XML::Struct::Reader - Read XML streams into XML data structures

=head1 SYNOPSIS

    my $reader = XML::Struct::Reader->new( from => "file.xml" );
    my $data   = $reader->read;

=head1 DESCRIPTION

This module reads an XML stream (via L<XML::LibXML::Reader>) into
L<XML::Struct>/MicroXML data structures.

=head1 METHODS

=head2 read = readNext ( [ $stream ] [, $path ] )

Read the next XML element from a stream. If no path option is specified, the
reader's path option is used ("C<*>" by default, first matching the root, then
every other element). 

=head2 readDocument( [ $stream ] [, $path ] )

Read an entire XML document.

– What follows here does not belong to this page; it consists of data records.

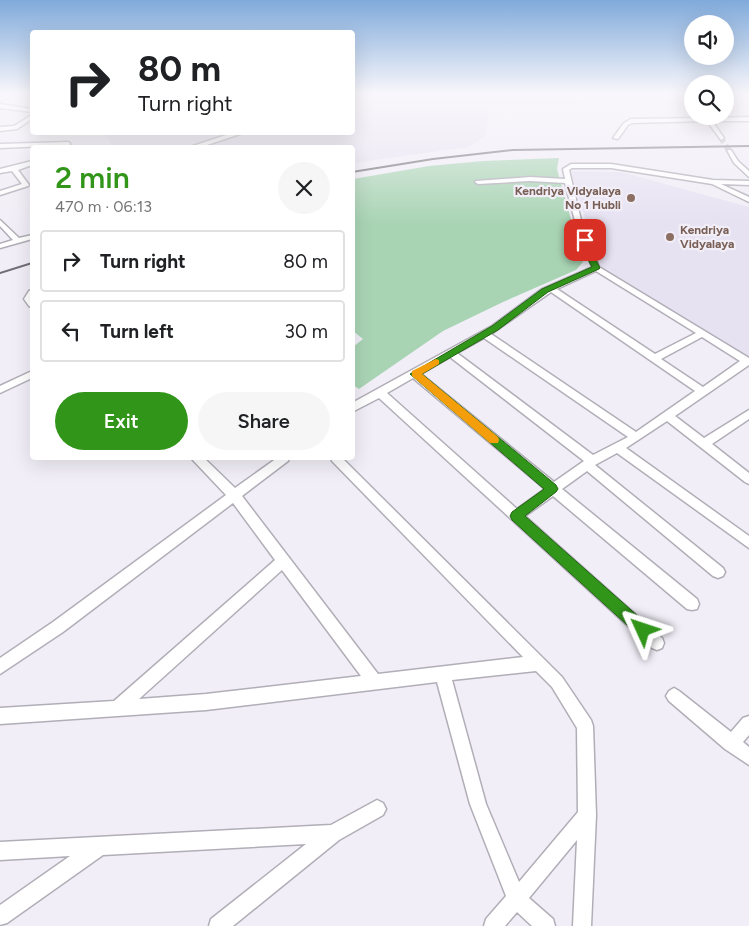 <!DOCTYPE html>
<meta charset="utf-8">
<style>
:root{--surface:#fff;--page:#f6f6f6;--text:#202124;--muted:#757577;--line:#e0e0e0;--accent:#31951a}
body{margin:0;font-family:Figtree,sans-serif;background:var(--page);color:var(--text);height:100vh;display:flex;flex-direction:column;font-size:19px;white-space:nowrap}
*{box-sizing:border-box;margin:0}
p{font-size:16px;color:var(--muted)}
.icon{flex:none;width:28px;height:28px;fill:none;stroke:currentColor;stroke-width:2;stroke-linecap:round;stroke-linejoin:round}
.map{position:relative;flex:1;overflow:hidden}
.drawer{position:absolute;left:30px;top:145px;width:325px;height:315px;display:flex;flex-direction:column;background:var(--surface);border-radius:5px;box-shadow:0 5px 20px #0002}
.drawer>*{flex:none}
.banner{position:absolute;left:30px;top:30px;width:325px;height:105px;border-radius:5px;box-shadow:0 5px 20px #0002;background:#fff;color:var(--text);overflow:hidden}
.controls{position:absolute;left:684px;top:15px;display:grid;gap:10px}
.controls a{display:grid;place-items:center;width:50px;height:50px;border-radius:50%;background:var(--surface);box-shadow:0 5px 20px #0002;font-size:25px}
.pin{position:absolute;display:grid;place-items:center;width:42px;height:42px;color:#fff;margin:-21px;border-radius:10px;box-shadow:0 2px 8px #0006}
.me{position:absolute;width:55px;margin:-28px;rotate:312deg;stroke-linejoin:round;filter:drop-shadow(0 0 4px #0008)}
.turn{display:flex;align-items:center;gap:18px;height:105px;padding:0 25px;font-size:22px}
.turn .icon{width:65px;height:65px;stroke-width:2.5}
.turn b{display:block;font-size:35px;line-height:42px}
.round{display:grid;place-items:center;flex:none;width:52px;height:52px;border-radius:26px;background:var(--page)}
.headline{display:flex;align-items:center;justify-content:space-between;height:85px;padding:0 25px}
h1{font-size:30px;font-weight:600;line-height:38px;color:var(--accent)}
.cta{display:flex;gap:10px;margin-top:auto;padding:10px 25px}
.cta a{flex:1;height:58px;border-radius:30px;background:var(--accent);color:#fff;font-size:20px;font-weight:600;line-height:58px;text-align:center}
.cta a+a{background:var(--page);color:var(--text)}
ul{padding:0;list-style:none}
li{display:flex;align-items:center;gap:15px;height:62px;margin:0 10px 8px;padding:0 15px;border:2px solid var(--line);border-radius:5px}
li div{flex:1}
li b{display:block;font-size:19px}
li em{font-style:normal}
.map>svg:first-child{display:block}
</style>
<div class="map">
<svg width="749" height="926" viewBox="0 0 749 926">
<rect width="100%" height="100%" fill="#f1eef7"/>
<g fill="#e7e2f2">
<path d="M353 94H577L579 104 490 107 484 137 469 147 353 163 352 148 113 147 106 133 352 132Z"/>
<path d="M571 171 621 172 749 207V357L599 266Z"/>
</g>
<path fill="#a9d4b4" d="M559 158 557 169 583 262 576 270 503 302 443 331 359 389 353 385V347L363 339 353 331V179L429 166 483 161Z"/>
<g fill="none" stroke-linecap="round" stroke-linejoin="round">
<path stroke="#c8c5cd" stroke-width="5.5" stroke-dasharray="5.5 3" stroke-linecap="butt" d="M721 138 729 151"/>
<defs>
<g id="street">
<path d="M8 94H14L0 102V98Z"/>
<path d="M353 94H358L352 98Z"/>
<path d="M0 104 32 109V112L0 108Z"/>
<path d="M32 115V119L17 129 0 131V127L14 126Z"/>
<path d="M703 116 710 118 749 117V121H712L724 138 721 140 707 121 632 123 628 125 618 139 613 138 624 123 631 119 705 118Z"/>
<path d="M235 132H246L198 148H187Z"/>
<path d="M68 142 70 143V145L0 148V144Z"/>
<path d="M727 150H731L738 161 749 171V177L734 163Z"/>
<path d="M32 161V165L18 170 29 185 28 186 0 195V191L22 184 12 171 0 173V169Z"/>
<path d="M611 164 713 180 749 181V185L721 184 749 197V202L712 184 611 168H572L569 170 581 220 599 267 749 358V365L675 416 704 438 749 410V419L712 444 749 473V484L745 482 667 421 626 448 749 536V548L617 453 595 465 723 568 725 572 723 576 718 578 713 576 587 471 562 489 697 599 699 604 697 609 692 610 687 609 553 496 525 516 662 638 664 643 662 648 657 650 652 648 379 398 352 412V403L492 326 542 289 592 267 578 232 565 183 530 181 478 184 475 182 476 181 530 177 565 179 563 169 571 164ZM596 271 696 333 655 354 557 289ZM551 292 695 391 636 432 491 334ZM702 337 740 361 703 387 661 359ZM484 338 628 437 593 455 457 353ZM450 357 584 461 554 482 421 374ZM413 378 545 489 517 509 387 393Z"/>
<path d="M0 220 19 238 32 235V239L0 248V244L13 240 0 226Z"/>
<path d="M32 290V307L29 306 24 299 29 291Z"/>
<path d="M32 371V378L0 393V386Z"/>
<path d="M191 458H204L235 488 277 458H289L288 461 242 496 378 674 523 657 332 461 331 458H342L562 677 591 720 593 726 596 815 591 926H573L577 840 529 898 553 919 555 926H532L517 912 505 926H484L486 919 506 896 470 804 437 682 206 710 0 724V708L114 701 275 560 233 503 63 632 0 674V658L53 622 226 495ZM282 570 361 676 206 694 139 699ZM536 671 552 687 577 728 578 812 519 882 486 804 452 680Z"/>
<path d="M674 688 679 691 731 732 743 718 749 716V735L743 742 749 747V765L725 749 669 701 666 696 669 691Z"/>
<path d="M377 800 383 803 386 809 383 815 339 840 233 926H209L211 919 306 844 103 855 7 923 0 925V905L70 856 0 860V842L331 825Z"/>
</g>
</defs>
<use href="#street" stroke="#b1aeb7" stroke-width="3"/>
<use href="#street" fill="#fff" fill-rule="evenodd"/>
<g stroke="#716f75" stroke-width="2">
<path d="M352 172 433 159 513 150 749 146"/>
<path d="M0 273 32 263"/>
</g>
</g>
<linearGradient id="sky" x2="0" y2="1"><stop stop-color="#80aadb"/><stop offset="0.42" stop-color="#f9f7fb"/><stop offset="1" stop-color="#f9f7fb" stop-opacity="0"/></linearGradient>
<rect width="749" height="223" fill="url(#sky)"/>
<path fill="#31951a" stroke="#206111" d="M585 237 589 240 593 254 600 268 599 269 548 292 498 330 422 374 556 485 558 489 556 492 525 516 648 625 650 630 648 635 643 637 638 635 512 520 510 516 512 512 544 489 410 374 492 326 542 289 592 267 585 254 581 240Z"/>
<path fill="#f59e0b" d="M436 359 439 360V364L422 374 498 437 499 440 498 443H490L412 376V371Z"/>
<g fill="#8d6e63" stroke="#f1eef7" stroke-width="2">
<circle cx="631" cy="198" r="5"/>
<circle cx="670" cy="237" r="5"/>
</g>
<g text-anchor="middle" stroke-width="4.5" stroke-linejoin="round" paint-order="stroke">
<g font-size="12" font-weight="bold" fill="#785e54" stroke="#f1eef7" text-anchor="end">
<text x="621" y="195">Kendriya Vidyalaya<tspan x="621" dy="14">No 1 Hubli</tspan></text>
<text x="680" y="234" text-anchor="start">Kendriya<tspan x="680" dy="14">Vidyalaya</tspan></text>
</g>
</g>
</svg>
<div class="controls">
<a><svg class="icon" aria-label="sound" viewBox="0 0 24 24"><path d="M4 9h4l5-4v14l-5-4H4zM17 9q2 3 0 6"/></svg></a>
<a><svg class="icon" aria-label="search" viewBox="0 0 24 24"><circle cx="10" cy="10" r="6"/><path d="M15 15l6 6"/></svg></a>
</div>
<div class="pin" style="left:585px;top:240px;background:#d93025"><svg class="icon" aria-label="arrive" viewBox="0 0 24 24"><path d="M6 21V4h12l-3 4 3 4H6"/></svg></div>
<svg class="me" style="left:643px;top:630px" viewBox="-20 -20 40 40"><path d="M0-17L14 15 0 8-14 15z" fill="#31951a" stroke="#fff" stroke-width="4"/></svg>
<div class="banner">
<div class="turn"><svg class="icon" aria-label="right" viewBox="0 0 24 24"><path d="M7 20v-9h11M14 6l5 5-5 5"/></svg><div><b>80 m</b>Turn right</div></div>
</div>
<section class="drawer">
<div class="headline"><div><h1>2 min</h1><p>470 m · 06:13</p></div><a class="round"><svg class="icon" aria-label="close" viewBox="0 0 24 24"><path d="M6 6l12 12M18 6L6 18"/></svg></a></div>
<ul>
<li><svg class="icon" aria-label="right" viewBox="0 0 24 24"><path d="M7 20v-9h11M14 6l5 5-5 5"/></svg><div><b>Turn right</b></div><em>80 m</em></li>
<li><svg class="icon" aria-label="left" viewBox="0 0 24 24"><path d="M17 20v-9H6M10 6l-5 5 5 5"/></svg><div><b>Turn left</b></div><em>30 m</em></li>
</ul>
<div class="cta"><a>Exit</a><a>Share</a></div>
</section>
</div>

In contrast to C<read>/C<readNext>, this method
always reads the entire stream. The return value is the first element (that is
the root element by default) in scalar context and a list of elements in array
context. Multiple elements can be returned for instance when a path was
specified to select document fragments.

=head2 readElement( [ $stream ] )

Read an XML element from a stream and return it as array reference with element name,
attributes, and child elements. In contrast to method C<read>, this method expects
the stream to be at an element node (C<< $stream->nodeType == 1 >>) or bad things
might happed.

=head2 readAttributes( [ $stream ] )

Read all XML attributes from a stream and return a (possibly empty) hash
reference.

=head2 readContent( [ $stream ] )

Read all child elements of an XML element and return the result as (possibly
empty) array reference.  Significant whitespace is only included if option
C<whitespace> is enabled.

=head1 CONFIGURATION

=over

=item from

A source to read from. Possible values include a string or string reference
with XML data, a filename, an URL, a file handle, instances of
L<XML::LibXML::Document> or L<XML::LibXML::Element>, and a hash reference with
options passed to L<XML::LibXML::Reader>.

=item stream

A L<XML::LibXML::Reader> to read from. If no stream has been defined, one must
pass a stream parameter to the C<read...> methods. Setting a source with option
C<from> automatically sets a stream.

=item attributes

Include attributes (enabled by default). If disabled, the representation of
an XML element will be

   [ $name => \@children ]

instead of

   [ $name => \%attributes, \@children ]

=item path

Optional path expression to be used as default value when calling C<read>.
Pathes must either be absolute (starting with "C</>") or consist of a single
element name. The special name "C<*>" matches all element names.

A path is a very reduced form of an XPath expressions (no axes, no "C<..>", no
node tests, C<//> only at the start...).  Namespaces are not supported yet.

=item whitespace

Include ignorable whitespace as text elements (disabled by default)

=item ns

Define how XML namespaces should be processed. By default (value 'C<keep>'),
this document:

    <doc>
      <x:foo xmlns:x="http://example.org/" bar="doz" />
    </doc>

is transformed to this structure, keeping namespace prefixes and declarations 
as unprocessed element names and attributes:

    [ 'doc', {}, [
        [
          'x:foo', {
              'bar' => 'doz',
              'xmlns:x' => 'http://example.org/'
          }
        ]
    ]

Setting this option to 'C<strip>' will remove all namespace prefixes and
namespace declaration attributes, so the result would be:

    [ 'doc', {}, [
        [
          'foo', {
              'bar' => 'doz'
          }
        ]
    ]

Setting this option to 'C<disallow>' results in an error when namespace
prefixes or declarations are read.

Expanding namespace URIs ('C<expand'>) is not supported yet.

=item simple

Convert XML to simple key-value structure (SimpleXML) with
L<XML::Struct::Simple>.

=item depth

Only transform to a given depth, starting at C<0> for the root node. Negative
values, non-numeric values or C<undef> are ignored (unlimited depth as
default).

XML elements below the depth are converted to SimpleXML by default or to
MicroXML if option C<simple> is enabled. This can be configured with option
C<deep>.

This option is useful for instance to access document-oriented XML embedded in
data oriented XML. 

=item deep

How to transform elements below given C<depth>. This option is experimental.

=item root

Include root element when converting to SimpleXML. Disabled by default.

=item content

Name of text content when converting to SimpleXML.

=back

=cut